• **WORK TASK**:
What you need to do is retype every entry exactly as written.

Saved entries
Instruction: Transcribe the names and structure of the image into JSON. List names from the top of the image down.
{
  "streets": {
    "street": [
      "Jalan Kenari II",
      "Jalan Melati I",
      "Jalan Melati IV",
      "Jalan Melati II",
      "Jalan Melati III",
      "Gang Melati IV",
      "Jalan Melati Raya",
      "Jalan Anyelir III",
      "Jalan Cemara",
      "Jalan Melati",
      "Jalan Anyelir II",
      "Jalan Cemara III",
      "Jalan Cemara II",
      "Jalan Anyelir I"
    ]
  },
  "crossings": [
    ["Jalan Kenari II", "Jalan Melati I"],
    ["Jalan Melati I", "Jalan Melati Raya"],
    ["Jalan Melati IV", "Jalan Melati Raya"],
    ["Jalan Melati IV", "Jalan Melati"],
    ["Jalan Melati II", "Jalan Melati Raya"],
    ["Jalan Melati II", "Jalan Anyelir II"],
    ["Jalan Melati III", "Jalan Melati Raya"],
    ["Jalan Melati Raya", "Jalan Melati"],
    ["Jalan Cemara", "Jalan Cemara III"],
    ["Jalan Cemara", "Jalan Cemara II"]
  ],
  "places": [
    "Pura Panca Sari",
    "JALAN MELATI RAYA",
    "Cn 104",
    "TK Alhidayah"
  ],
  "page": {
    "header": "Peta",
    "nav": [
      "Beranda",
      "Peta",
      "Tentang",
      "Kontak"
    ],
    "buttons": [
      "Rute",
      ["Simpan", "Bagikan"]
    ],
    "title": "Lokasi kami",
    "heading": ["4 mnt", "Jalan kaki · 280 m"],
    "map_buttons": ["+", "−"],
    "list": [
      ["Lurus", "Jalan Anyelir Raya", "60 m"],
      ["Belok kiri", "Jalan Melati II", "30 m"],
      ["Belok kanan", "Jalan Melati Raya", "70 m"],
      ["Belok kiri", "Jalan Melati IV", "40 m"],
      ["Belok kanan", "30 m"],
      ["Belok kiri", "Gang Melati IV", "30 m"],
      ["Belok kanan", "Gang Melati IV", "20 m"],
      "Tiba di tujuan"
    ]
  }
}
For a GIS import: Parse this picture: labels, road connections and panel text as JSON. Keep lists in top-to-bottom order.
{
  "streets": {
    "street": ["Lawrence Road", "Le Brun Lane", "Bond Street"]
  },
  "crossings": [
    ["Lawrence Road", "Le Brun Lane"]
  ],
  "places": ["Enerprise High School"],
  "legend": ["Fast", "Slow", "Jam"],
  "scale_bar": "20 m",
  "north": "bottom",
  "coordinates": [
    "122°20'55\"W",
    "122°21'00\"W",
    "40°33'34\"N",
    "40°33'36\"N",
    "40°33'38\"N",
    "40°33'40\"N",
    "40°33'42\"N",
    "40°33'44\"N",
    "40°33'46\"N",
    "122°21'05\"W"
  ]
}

• **WRITTEN RESPONSE**:
Instruction: Transcribe the names and structure of the image into JSON. List names from the top of the image down.
{
  "streets": {
    "street": [
      "Jalan Kenari II",
      "Jalan Melati I",
      "Jalan Melati IV",
      "Jalan Melati II",
      "Jalan Melati III",
      "Gang Melati IV",
      "Jalan Melati Raya",
      "Jalan Anyelir III",
      "Jalan Cemara",
      "Jalan Melati",
      "Jalan Anyelir II",
      "Jalan Cemara III",
      "Jalan Cemara II",
      "Jalan Anyelir I"
    ]
  },
  "crossings": [
    ["Jalan Kenari II", "Jalan Melati I"],
    ["Jalan Melati I", "Jalan Melati Raya"],
    ["Jalan Melati IV", "Jalan Melati Raya"],
    ["Jalan Melati IV", "Jalan Melati"],
    ["Jalan Melati II", "Jalan Melati Raya"],
    ["Jalan Melati II", "Jalan Anyelir II"],
    ["Jalan Melati III", "Jalan Melati Raya"],
    ["Jalan Melati Raya", "Jalan Melati"],
    ["Jalan Cemara", "Jalan Cemara III"],
    ["Jalan Cemara", "Jalan Cemara II"]
  ],
  "places": [
    "Pura Panca Sari",
    "JALAN MELATI RAYA",
    "Cn 104",
    "TK Alhidayah"
  ],
  "page": {
    "header": "Peta",
    "nav": [
      "Beranda",
      "Peta",
      "Tentang",
      "Kontak"
    ],
    "buttons": [
      "Rute",
      ["Simpan", "Bagikan"]
    ],
    "title": "Lokasi kami",
    "heading": ["4 mnt", "Jalan kaki · 280 m"],
    "map_buttons": ["+", "−"],
    "list": [
      ["Lurus", "Jalan Anyelir Raya", "60 m"],
      ["Belok kiri", "Jalan Melati II", "30 m"],
      ["Belok kanan", "Jalan Melati Raya", "70 m"],
      ["Belok kiri", "Jalan Melati IV", "40 m"],
      ["Belok kanan", "30 m"],
      ["Belok kiri", "Gang Melati IV", "30 m"],
      ["Belok kanan", "Gang Melati IV", "20 m"],
      "Tiba di tujuan"
    ]
  }
}
For a GIS import: Parse this picture: labels, road connections and panel text as JSON. Keep lists in top-to-bottom order.
{
  "streets": {
    "street": ["Lawrence Road", "Le Brun Lane", "Bond Street"]
  },
  "crossings": [
    ["Lawrence Road", "Le Brun Lane"]
  ],
  "places": ["Enerprise High School"],
  "legend": ["Fast", "Slow", "Jam"],
  "scale_bar": "20 m",
  "north": "bottom",
  "coordinates": [
    "122°20'55\"W",
    "122°21'00\"W",
    "40°33'34\"N",
    "40°33'36\"N",
    "40°33'38\"N",
    "40°33'40\"N",
    "40°33'42\"N",
    "40°33'44\"N",
    "40°33'46\"N",
    "122°21'05\"W"
  ]
}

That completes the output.